# Gutsy wranger and horse take on grizzly



## RichL (Sep 19, 2011)

This is an inspiring story about a young lady and a horse who rise to the occasion to save a a young boy from a pursuing grizzly bear on a Montana trail. Gutsy wrangler, huge horse save boy from charging grizzly - Spokesman.com - Sept. 18, 2011


----------



## apachewhitesox (Dec 9, 2010)

Wow that boy is lucky and that sounds like a great horse.


----------



## PerchiesKisses (Dec 6, 2010)

Wow! amazing story! to think what could have happened ? ... that is a once in a lifetime horse!


----------



## LetAGrlShowU (Mar 25, 2009)

wow, amazing story!! Amazing horse and rider too!


----------



## Sunny (Mar 26, 2010)

What a heroic story. Hats off to Erin and Tonk.
_Posted via Mobile Device_


----------



## QH Gunner (Aug 16, 2011)

That is an awesome story. The girl & her horse are so brave!!!
_Posted via Mobile Device_


----------



## coffeegod (May 6, 2011)

I'm in awe.


----------



## Northern (Mar 26, 2010)

Thanks for sharing this true story of courage on the parts of both a young rider & her horse!


----------



## QOS (Dec 8, 2008)

Wow. that was amazing.

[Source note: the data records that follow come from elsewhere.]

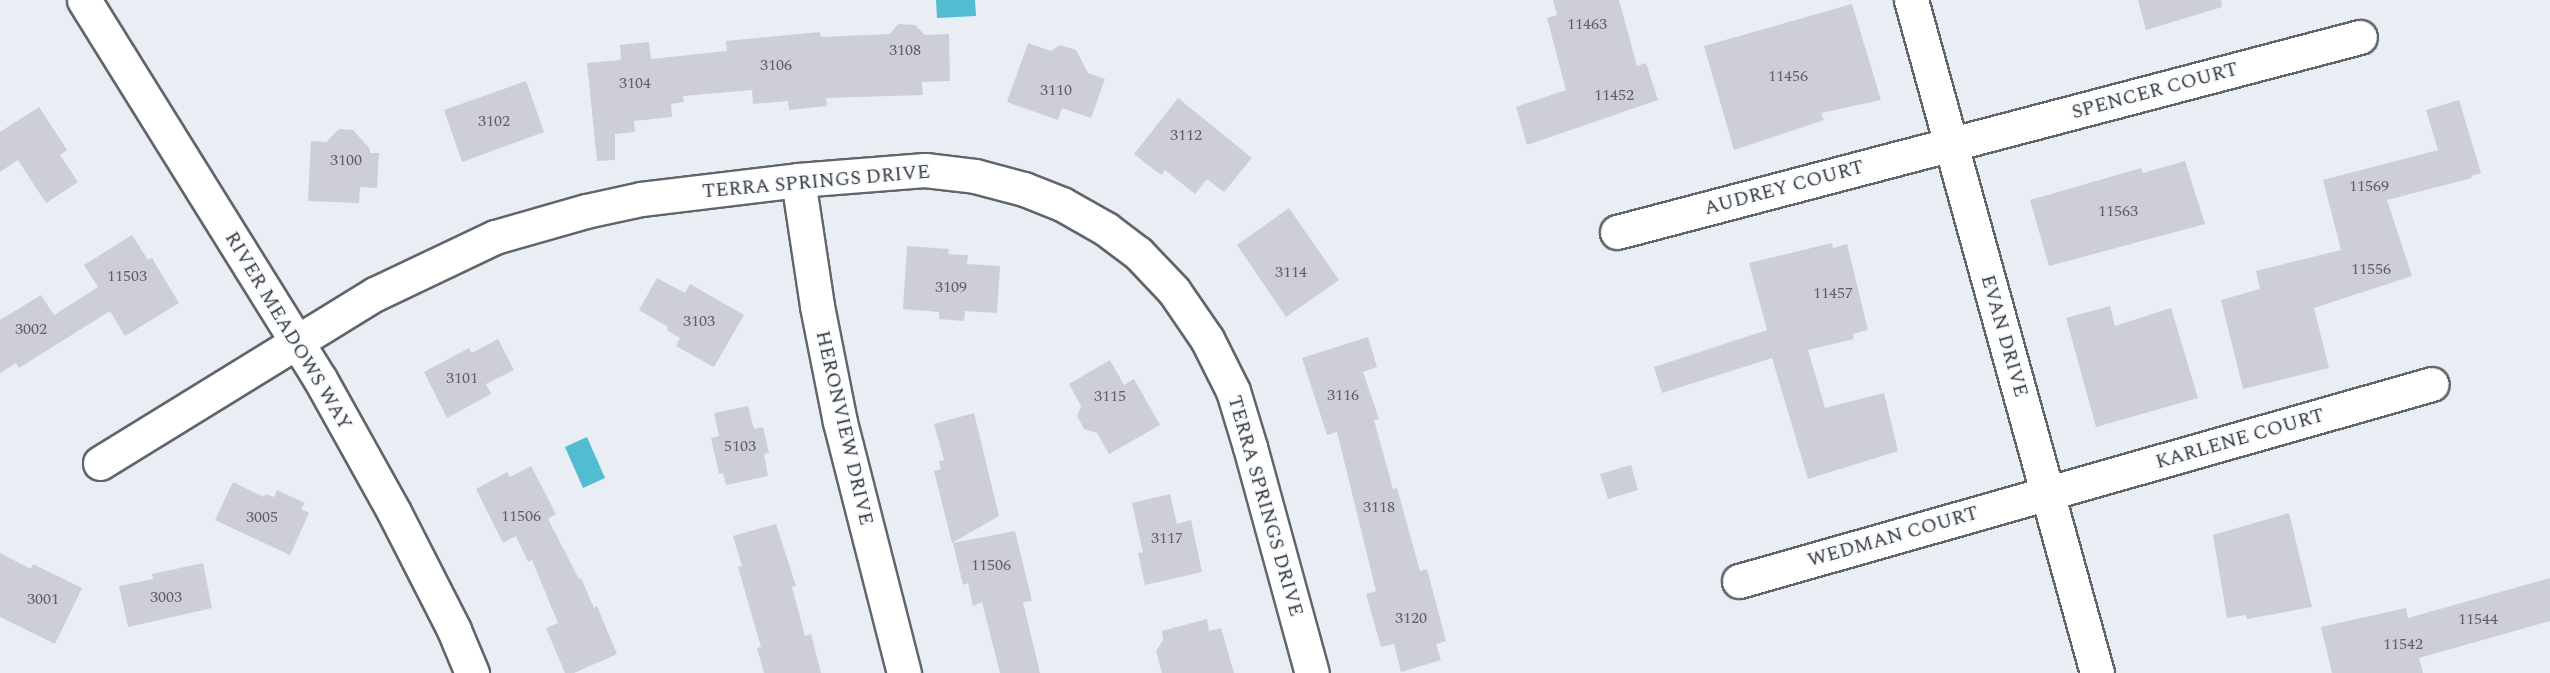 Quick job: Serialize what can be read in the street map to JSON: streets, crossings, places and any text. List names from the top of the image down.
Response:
{
  "streets": {
    "street": [
      "SPENCER COURT",
      "TERRA SPRINGS DRIVE",
      "AUDREY COURT",
      "RIVER MEADOWS WAY",
      "EVAN DRIVE",
      "HERONVIEW DRIVE",
      "KARLENE COURT",
      "WEDMAN COURT"
    ]
  },
  "crossings": [
    ["SPENCER COURT", "AUDREY COURT"],
    ["SPENCER COURT", "EVAN DRIVE"],
    ["TERRA SPRINGS DRIVE", "RIVER MEADOWS WAY"],
    ["TERRA SPRINGS DRIVE", "HERONVIEW DRIVE"],
    ["AUDREY COURT", "EVAN DRIVE"],
    ["EVAN DRIVE", "KARLENE COURT"],
    ["EVAN DRIVE", "WEDMAN COURT"],
    ["KARLENE COURT", "WEDMAN COURT"]
  ],
  "house_numbers": [
    "11463",
    "3108",
    "3106",
    "11456",
    "3104",
    "3110",
    "11452",
    "3102",
    "3112",
    "3100",
    "11569",
    "11563",
    "11556",
    "3114",
    "11503",
    "3109",
    "11457",
    "3103",
    "3002",
    "3101",
    "3116",
    "3115",
    "5103",
    "3118",
    "11506",
    "3005",
    "3117",
    "11506",
    "3003",
    "3001",
    "3120",
    "11544",
    "11542"
  ]
} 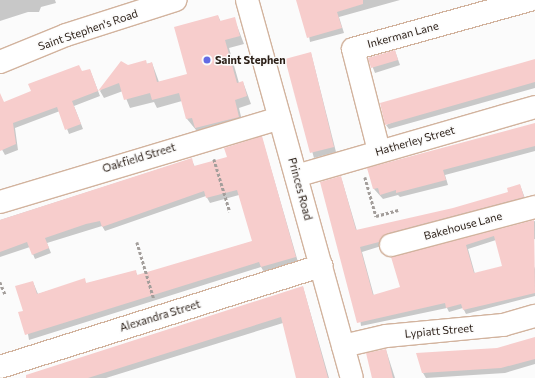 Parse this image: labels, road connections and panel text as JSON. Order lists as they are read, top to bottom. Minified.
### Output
{"streets":{"street":["Saint Stephen's Road","Inkerman Lane","Hatherley Street","Oakfield Street","Princes Road","Bakehouse Lane","Alexandra Street","Lypiatt Street"]},"crossings":[["Inkerman Lane","Hatherley Street"],["Hatherley Street","Princes Road"],["Oakfield Street","Princes Road"],["Princes Road","Alexandra Street"],["Princes Road","Lypiatt Street"]],"places":["Saint Stephen"]}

What a brave young lady and the horse was a champion of champions that day. He deserves his ration of feed and a sweet pasture the rest of his life!


----------



## FlyGap (Sep 25, 2011)

I am just SHAKING after that story!! WOW! Bawling my eyes out!
It is absolutely AMAZING how some horses will fight their natural instincts
to help their rider.

I was trail riding one day and was attacked by 4 huge german sheps. 
One even attacked my mares hind quarters and latched on to her
tail! I jumped off to help scare the dogs away, and just knew Sky would
take off leaving me behind with the dogs! But they were hurting her and 
she wouldn't buck, so I needed to help her! Instead of running she turned
into a raging banshee and killed two of the dogs and severely injured the two others! After she ran them off, she came back to me shaking her head, and
was covered in blood. I walked her home, called the vet and she had to have
so many stitches I lost count! The old girl saved me and didn't leave me in
the dust!

I had her till the day she died and won't EVER find another like her!


----------



## QOS (Dec 8, 2008)

OMG Flygap - that is one scary story!!! I think that is every riders nightmare that they would be attacked by wild/crazy animals or a crazy person.


----------



## FlyGap (Sep 25, 2011)

Hi, yeah! And I was only 16. 
Now at 31 I don't leave the house without my shotgun and dogs!
We don't have grizzlies but we have 600 Lb. black bears, dumped
strays, and mountain lions (reported but not supported by USFS)!
Our horses are trained and training to be shot off of and we
NEVER ride without a pistol.

I'm so surprised that the wrangler wasn't packing!??? With that much
danger and responsiblilty? What if it was a mad mamma moose?
They are the deadliest animals in North America, I've been chased TWICE by moose and barely lived to tell about it. A mad mamma would rip you off a
horse in a second!
And she was the only one on the ride? Normally there is always
two or more on a trip... the article didn't say.

Safe riding people!!!


----------



## QOS (Dec 8, 2008)

I have heard that moose are pretty darn cranky. I think I am glad we don't have moose in Texas!!


----------



## Calmwaters (Aug 24, 2011)

Wow what a story! I have never seen any wild animals on the trails around here I am sure they are around but luckly I have never seen anything except turkeys, squirrels and birds.


----------



## .Delete. (Jan 7, 2008)

That is amazing, i was fighting back tears.


----------